Meski jelas tertulis dalam Pembukaan Undang-Undang Dasar (UUD) Negara Republik Indonesia (NRI) Tahun 1945. Sebagai sandaran konstitusi yang menegaskan bahwa negara wajib memajukan kesejahteraan umum, mencerdaskan kehidupan bangsa, dan mewujudkan keadilan sosial bagi seluruh rakyat Indonesia.
Dasar konstitusi tersebut kemudian dijabarkan dalam berbagai UU. Soal pendidikan, misalnya, sesuai dengan pasal 31 UUD NRI 1945, yang diperkuat dengan UU Nomor 20 Tahun 2003, Tentang Sistem Pendidikan Nasional, menegaskan bahwa setiap warga negara berhak mendapat dan mengikuti pendidikan dasar dan pemerintah wajib membiayainya.

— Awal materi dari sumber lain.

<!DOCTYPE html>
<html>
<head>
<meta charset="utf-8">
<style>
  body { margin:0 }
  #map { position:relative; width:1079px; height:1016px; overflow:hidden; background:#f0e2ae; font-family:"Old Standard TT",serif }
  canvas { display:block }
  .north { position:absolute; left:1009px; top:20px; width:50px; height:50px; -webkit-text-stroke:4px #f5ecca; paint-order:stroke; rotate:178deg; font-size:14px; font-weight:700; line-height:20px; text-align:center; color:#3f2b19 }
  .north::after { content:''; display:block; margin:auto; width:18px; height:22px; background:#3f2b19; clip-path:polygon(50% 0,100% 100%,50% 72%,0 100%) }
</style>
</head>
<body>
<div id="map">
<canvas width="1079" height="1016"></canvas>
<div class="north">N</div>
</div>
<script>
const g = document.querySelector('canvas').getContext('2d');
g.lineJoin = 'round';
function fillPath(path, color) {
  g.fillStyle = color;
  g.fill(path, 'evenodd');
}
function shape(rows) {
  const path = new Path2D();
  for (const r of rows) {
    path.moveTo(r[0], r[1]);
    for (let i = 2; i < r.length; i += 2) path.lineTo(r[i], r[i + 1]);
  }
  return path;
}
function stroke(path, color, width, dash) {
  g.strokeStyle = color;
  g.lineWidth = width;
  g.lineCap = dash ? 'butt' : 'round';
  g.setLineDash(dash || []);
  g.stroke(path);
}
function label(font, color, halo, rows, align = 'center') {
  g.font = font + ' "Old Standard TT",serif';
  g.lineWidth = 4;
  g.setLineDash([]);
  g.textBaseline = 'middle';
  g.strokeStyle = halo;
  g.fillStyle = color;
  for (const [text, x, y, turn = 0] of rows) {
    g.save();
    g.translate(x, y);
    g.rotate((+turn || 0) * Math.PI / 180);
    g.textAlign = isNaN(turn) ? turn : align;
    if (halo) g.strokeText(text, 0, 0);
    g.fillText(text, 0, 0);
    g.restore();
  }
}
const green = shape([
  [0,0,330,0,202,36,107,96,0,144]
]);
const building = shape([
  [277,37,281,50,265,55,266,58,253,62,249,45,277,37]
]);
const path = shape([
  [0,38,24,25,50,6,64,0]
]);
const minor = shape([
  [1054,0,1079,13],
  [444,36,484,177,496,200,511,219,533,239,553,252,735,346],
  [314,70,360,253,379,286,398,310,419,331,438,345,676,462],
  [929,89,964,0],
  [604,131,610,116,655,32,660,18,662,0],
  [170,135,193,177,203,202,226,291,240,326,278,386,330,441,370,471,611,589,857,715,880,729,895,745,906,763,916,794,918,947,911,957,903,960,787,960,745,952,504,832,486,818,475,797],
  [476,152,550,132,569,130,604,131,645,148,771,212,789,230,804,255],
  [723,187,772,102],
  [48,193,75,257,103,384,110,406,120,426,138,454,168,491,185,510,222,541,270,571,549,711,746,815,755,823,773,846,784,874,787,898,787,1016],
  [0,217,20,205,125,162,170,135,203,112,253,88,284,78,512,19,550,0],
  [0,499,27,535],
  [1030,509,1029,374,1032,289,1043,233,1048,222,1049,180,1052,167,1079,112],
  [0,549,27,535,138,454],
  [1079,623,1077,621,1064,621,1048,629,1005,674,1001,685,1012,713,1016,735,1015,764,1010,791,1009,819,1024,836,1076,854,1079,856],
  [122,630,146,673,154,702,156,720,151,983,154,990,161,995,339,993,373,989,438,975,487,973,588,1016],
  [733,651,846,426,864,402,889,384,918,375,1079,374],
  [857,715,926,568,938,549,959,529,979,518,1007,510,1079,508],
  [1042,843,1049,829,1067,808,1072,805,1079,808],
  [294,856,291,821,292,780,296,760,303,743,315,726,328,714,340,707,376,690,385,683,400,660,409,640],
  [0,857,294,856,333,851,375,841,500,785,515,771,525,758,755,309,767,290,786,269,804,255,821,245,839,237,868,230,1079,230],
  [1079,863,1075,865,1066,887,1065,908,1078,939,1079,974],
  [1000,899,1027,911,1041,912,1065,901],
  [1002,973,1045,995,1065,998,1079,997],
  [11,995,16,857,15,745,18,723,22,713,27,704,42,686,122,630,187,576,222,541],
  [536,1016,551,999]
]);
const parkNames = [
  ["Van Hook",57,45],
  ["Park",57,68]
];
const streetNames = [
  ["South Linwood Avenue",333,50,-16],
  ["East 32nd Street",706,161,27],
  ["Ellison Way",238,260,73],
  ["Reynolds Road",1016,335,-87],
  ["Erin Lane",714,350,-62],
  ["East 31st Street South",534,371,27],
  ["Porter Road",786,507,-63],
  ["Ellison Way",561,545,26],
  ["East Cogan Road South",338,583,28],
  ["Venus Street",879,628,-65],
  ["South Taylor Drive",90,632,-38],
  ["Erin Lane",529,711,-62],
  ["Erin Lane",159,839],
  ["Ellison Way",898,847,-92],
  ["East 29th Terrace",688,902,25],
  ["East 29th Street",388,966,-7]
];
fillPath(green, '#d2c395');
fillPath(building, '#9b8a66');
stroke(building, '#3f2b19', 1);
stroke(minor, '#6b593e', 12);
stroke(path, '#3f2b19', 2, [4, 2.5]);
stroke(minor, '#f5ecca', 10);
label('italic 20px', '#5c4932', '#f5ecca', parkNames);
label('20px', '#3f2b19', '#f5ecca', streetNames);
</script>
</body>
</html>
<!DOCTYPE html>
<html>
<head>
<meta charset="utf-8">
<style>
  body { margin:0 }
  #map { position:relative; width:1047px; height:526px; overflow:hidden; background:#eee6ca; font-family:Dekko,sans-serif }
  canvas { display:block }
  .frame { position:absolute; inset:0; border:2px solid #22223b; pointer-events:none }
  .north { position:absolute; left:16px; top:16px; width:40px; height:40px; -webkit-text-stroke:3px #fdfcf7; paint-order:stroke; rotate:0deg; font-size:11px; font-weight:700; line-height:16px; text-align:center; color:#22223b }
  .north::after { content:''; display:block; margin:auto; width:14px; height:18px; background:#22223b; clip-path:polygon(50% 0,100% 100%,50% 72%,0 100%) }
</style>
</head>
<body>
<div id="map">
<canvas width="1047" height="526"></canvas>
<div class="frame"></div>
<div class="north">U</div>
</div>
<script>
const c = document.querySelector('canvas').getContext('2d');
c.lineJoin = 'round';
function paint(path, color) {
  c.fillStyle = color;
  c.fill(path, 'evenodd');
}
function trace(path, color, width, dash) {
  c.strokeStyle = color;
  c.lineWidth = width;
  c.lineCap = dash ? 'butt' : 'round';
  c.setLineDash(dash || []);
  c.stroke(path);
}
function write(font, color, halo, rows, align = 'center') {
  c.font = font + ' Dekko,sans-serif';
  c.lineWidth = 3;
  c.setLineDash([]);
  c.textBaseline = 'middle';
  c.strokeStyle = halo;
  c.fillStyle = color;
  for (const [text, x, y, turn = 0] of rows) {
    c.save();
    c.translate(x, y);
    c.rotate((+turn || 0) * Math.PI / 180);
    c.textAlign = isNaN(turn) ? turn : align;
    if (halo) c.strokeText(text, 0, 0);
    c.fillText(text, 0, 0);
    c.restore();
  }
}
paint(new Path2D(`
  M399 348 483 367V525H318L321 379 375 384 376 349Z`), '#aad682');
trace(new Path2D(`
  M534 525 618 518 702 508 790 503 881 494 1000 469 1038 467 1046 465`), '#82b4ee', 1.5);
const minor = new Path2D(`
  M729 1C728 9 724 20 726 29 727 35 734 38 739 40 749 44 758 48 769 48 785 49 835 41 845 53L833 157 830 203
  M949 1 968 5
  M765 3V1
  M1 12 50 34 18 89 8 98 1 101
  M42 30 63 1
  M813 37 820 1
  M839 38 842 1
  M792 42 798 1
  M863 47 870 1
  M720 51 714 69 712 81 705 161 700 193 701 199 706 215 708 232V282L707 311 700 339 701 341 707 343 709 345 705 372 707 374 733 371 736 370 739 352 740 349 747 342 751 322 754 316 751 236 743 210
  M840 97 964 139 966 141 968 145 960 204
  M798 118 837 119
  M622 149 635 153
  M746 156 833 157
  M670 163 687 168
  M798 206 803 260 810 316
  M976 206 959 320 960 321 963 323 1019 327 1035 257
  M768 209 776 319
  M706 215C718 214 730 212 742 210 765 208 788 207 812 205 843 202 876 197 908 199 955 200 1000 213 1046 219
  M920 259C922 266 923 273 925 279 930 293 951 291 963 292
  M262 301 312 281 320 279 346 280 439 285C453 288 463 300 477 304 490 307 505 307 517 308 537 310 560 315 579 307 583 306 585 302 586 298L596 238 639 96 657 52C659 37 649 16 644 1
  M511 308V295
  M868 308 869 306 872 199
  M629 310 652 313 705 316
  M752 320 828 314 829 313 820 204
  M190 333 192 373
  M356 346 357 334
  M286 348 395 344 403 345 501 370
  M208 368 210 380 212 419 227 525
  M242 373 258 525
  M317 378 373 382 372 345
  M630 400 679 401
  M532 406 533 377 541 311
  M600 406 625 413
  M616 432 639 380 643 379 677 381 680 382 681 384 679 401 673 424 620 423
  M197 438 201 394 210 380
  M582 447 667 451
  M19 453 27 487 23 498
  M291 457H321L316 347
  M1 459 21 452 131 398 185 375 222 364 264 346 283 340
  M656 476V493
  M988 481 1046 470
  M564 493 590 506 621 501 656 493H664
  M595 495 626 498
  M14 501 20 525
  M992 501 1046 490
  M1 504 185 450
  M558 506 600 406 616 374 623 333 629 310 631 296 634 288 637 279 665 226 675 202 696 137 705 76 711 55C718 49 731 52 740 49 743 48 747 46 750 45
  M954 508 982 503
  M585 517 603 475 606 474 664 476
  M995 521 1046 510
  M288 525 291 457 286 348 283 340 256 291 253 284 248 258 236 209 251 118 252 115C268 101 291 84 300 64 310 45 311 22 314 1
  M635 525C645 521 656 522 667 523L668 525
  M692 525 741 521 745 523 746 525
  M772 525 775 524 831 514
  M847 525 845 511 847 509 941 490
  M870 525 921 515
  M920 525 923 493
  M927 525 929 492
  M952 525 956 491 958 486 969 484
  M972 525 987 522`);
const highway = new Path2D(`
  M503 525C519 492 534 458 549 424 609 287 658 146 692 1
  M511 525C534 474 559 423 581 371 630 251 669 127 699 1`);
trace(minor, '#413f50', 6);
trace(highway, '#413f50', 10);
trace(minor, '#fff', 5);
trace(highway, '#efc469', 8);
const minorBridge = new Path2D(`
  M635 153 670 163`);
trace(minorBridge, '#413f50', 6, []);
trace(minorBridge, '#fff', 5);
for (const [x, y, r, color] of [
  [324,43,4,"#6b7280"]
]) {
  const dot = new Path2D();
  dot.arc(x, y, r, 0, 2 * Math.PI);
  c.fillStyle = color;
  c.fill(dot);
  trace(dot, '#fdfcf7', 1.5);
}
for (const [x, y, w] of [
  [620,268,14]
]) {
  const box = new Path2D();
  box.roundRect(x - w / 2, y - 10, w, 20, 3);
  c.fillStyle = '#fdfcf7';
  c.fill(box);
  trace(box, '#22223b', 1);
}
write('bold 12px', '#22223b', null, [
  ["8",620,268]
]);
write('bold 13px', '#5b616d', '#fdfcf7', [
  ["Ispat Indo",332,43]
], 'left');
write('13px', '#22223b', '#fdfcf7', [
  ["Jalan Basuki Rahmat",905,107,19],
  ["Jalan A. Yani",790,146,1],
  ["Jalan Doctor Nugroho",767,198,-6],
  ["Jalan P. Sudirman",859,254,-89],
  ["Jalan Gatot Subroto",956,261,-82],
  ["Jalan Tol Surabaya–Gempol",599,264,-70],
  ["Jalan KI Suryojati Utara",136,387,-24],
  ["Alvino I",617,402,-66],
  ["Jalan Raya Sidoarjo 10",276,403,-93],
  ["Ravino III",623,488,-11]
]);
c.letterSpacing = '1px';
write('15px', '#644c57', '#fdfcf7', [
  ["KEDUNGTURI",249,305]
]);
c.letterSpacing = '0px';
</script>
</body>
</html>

Namun kenyataannya, distribusi dan pelayanan pendidikan masih jauh dari kata adil. Bisa disaksikan sendiri, mulai dari kondisi sekolah, prasarana pendidikan, ketersediaan tenaga guru atau pengajar, hingga usia harapan sekolah antara anak-anak yang tumbuh dan besar di kepulauan Maluku, NTT dan Papua, masih terus memprihatinkan.
Kemudian terkait pengentasan kemiskinan. Selain pasal 34 UUD NRI 1945, yang menjelaskan bahwa fakir miskin dan anak-anak yang terlantar dipelihara oleh negara, telah ada pula penjabaran lewat UU Nomor 13 Tahun 2011 Tentang Penanganan Fakir Miskin, yang menyebutkan dengan jelas bahwa penanganan fakir miskin adalah:
“Upaya yang terarah, terpadu, dan berkelanjutan yang dilakukan pemerintah, pemerintah daerah, dan/atau masyarakat dalam bentuk kebijakan, program dan kegiatan pemberdayaan, pendampingan, serta fasilitasi untuk memenuhi kebutuhan dasar setiap warga negara”.
Menegaskan bahwa negara berkewajiban mensejahterakan seluruh warga negaranya dari kondisi kefakiran dan kemiskinan.
Kewajiban negara dalam membebaskan dari kondisi tersebut dilakukan melalui upaya penghormatan, perlindungan, dan pemenuhan hak atas kebutuhan dasar.
Begitu pula soal jaminan mendapatkan pekerjaan. Telah jelas diamanatkan pada Pasal 27 ayat (2) UUD NRI 1945, menyebutkan bahwa: “Tiap-tiap warga negara berhak atas pekerjaan dan penghidupan yang layak bagi kemanusiaan”.
Ayat ini memuat pengakuan dan jaminan negara bagi semua orang untuk mendapatkan pekerjaan dan mencapai tingkat kehidupan yang layak bagi kemanusiaan. Tapi bila melihat atau membandingkan indeks yang dikeluarkan oleh pemerintah melalui BPS tentu saja mencerminkan realitas yang paradoks.
Itu berarti negara sejatinya telah menyediakan instrumen konstitusi, termasuk pula melalui berbagai UU serta regulasi lainnya yang adalah panduan dan rujukan agar keadilan bisa didistribusikan dengan baik.